# Electrostatic Fields

 Question 1
As shown in the figure below, two concentric conducting spherical shells, centered at $r=0$ and having radii $r=c$and $r=d$ are maintained at potentials such that the potential $V(r)$ at $r=c$ is $V_1$ and $V(r)$ at $r=d$ is $V_2$. Assume that $V(r)$ depends only on $r$, where $r$ is the radial distance. The expression for $V(r)$ in the region between $r=c$and $r=d$ is A $V(r)=\frac{cd(V_2-V_1)}{(d-c)r}-\frac{V_1c+V_2d-2V_1d}{d-c}$ B $V(r)=\frac{cd(V_1-V_2)}{(d-c)r}-\frac{V_2d-V_1c}{d-c}$ C $V(r)=\frac{cd(V_1-V_2)}{(d-c)r}-\frac{V_1c-V_2c}{d-c}$ D $V(r)=\frac{cd(V_2-V_1)}{(d-c)r}-\frac{V_2c-V_1c}{d-c}$
GATE EE 2022   Electromagnetic Theory
Question 1 Explanation:
We have, Laplace equation
$\triangledown ^2V=0$ ...(1)
where, $\triangledown ^2V=\frac{1}{r^2}\frac{\partial }{\partial r}\left ( r^2\frac{\partial V}{\partial r} \right )+\frac{1}{r^2 \sin \theta }\frac{\partial }{\partial \theta }\left ( \sin \theta \frac{\partial V}{\partial \theta } \right )+ \frac{1}{r^2 \sin ^2\theta } \frac{\partial^2 V}{\partial \phi ^2}$
V will have only radial component.
From equation (1)
$\frac{1}{r^2}\frac{\partial }{\partial r}\left ( r^2\frac{\partial V}{\partial r} \right )=0$
Integrate both side $r^2\frac{\partial V}{\partial r} =P$
Again integrate, $V=-\frac{P}{r}+Q$
Here, P and Q are constant.
Given: at $r=c, V=V_1$
$V_1=-\frac{P}{r}+Q$ ...(2)
at $r=d, V=V_2$
$V_2=-\frac{P}{d}+Q$ ...(3)
From eq. (2) & (3)
$P=\frac{(V_2-V_1)cd}{d-c}$
$Q=V_1+\frac{d(V_2-V_1)}{d-c}$
From eq. (1),
$V=-\frac{(V_2-V_1)cd}{r(d-c)}+V_1+\frac{(V_2-V_1)cd}{(d-c)}$
$V=\frac{(V_1-V_2)cd}{r(d-c)}+\frac{(V_2d-V_1c)}{(d-c)}$
 Question 2
Consider a large parallel plate capacitor. The gap 'd' between the two plates is filled entirely with a dielectric slab of relative permittivity 5. The plates are initially charged to a potential difference of V volts and then disconnected from the source. If the dielectric slab is pulled out completely, then the ratio of the new electric field $E_{2}$ in the gap to the original electric field $E_{1}$ is ________.
 A 2 B 5 C 6 D 8
GATE EE 2021   Electromagnetic Theory
Question 2 Explanation: If voltage source is removed then in both cases charge O is constant.

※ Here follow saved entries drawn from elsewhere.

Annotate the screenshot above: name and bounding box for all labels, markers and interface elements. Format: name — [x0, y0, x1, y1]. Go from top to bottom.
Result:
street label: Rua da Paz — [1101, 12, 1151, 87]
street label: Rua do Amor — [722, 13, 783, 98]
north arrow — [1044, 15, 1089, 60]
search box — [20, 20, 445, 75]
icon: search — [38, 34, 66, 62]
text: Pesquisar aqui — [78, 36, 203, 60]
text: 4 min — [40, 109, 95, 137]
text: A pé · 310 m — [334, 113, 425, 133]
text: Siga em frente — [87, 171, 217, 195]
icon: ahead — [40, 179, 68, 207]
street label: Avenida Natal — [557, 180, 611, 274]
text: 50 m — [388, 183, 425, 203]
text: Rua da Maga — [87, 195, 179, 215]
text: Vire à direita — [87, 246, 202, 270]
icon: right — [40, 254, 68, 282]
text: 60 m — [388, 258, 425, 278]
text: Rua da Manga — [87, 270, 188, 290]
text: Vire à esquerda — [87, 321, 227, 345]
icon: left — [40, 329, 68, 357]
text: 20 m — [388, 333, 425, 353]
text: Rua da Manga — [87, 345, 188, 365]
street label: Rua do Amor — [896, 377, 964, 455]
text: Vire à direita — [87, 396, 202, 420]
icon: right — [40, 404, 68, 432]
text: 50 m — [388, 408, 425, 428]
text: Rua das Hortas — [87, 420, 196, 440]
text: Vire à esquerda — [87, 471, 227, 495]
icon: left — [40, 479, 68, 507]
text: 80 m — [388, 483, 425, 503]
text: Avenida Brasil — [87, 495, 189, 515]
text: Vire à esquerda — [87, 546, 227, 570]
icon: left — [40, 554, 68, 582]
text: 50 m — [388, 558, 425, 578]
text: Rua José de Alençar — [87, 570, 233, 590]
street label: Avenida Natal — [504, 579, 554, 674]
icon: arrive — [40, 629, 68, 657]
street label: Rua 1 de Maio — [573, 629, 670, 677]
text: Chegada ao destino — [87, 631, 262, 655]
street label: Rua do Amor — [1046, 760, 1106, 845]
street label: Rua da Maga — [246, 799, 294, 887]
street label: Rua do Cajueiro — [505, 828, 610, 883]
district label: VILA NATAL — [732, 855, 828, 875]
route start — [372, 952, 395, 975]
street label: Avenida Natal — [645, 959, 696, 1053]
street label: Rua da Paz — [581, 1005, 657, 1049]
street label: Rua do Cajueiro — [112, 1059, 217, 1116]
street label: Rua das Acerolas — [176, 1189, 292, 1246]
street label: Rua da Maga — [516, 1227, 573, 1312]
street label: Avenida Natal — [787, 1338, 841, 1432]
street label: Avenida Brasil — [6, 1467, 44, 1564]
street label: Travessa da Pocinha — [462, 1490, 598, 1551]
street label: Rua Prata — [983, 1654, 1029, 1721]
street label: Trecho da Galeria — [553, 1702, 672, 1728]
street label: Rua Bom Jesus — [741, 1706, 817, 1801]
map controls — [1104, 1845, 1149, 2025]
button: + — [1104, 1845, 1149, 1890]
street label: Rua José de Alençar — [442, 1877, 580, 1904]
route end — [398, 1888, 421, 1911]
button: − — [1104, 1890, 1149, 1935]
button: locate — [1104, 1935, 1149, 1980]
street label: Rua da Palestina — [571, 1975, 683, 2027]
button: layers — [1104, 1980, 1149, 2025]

\begin{aligned} \text { Case-1: }\left(Q_{1},=Q ; V_{1}=\right.&V) \\ Q_{1} &=C_{1} V_{1} \\ Q &=\frac{\epsilon_{0}(5) A}{d} V_{1} \\ Q &=5\left(\frac{\epsilon_{0} A}{d}\right) V_{1} \\ \text { Case-2: }\left(Q_{2}=Q ; V_{2}\right) & \\ Q_{2} &=C_{2} V_{2} \\ Q &=\frac{\epsilon_{0}(1) A}{d} V_{2} \\ Q &=\left(\frac{\epsilon_{0} A}{d}\right) V_{2} \end{aligned}
Equation (i) is equal to equation (ii)
\begin{aligned} \Rightarrow 5\left(\frac{\epsilon_{0} A}{d}\right) V_{1} &=\left(\frac{\epsilon_{0} A}{d}\right) V_{2} \\ \Rightarrow \qquad \qquad 5 V_{1} &=V_{2} \\ \frac{V_{2}}{V_{1}} &=5 \\ E_{1} &=\frac{V_{1}}{d} ; E_{2}=\frac{V_{2}}{d} \\ \frac{E_{2}}{E_{1}} &=\frac{V_{2} / d}{V_{1} / d} \\ \Rightarrow \qquad \qquad \frac{E_{2}}{E_{1}} &=\frac{V_{2}}{V_{1}} \end{aligned}
Put equation (iii) in equation (iv),
$\Rightarrow \Rightarrow \qquad \qquad \frac{E_{2}}{E_{1}}=5$
 Question 3
A $1\;\mu C$ point charge is held at the origin of a cartesian coordinate system. If a second point charge of $10\;\mu C$ is moved from $\left ( 0,10,0 \right )$ to $\left ( 5,5,5\right )$ and subsequently to $\left ( 5,0,0\right )$, then the total work done is ___________$\text{mJ}$. (Round off to 2 decimal places).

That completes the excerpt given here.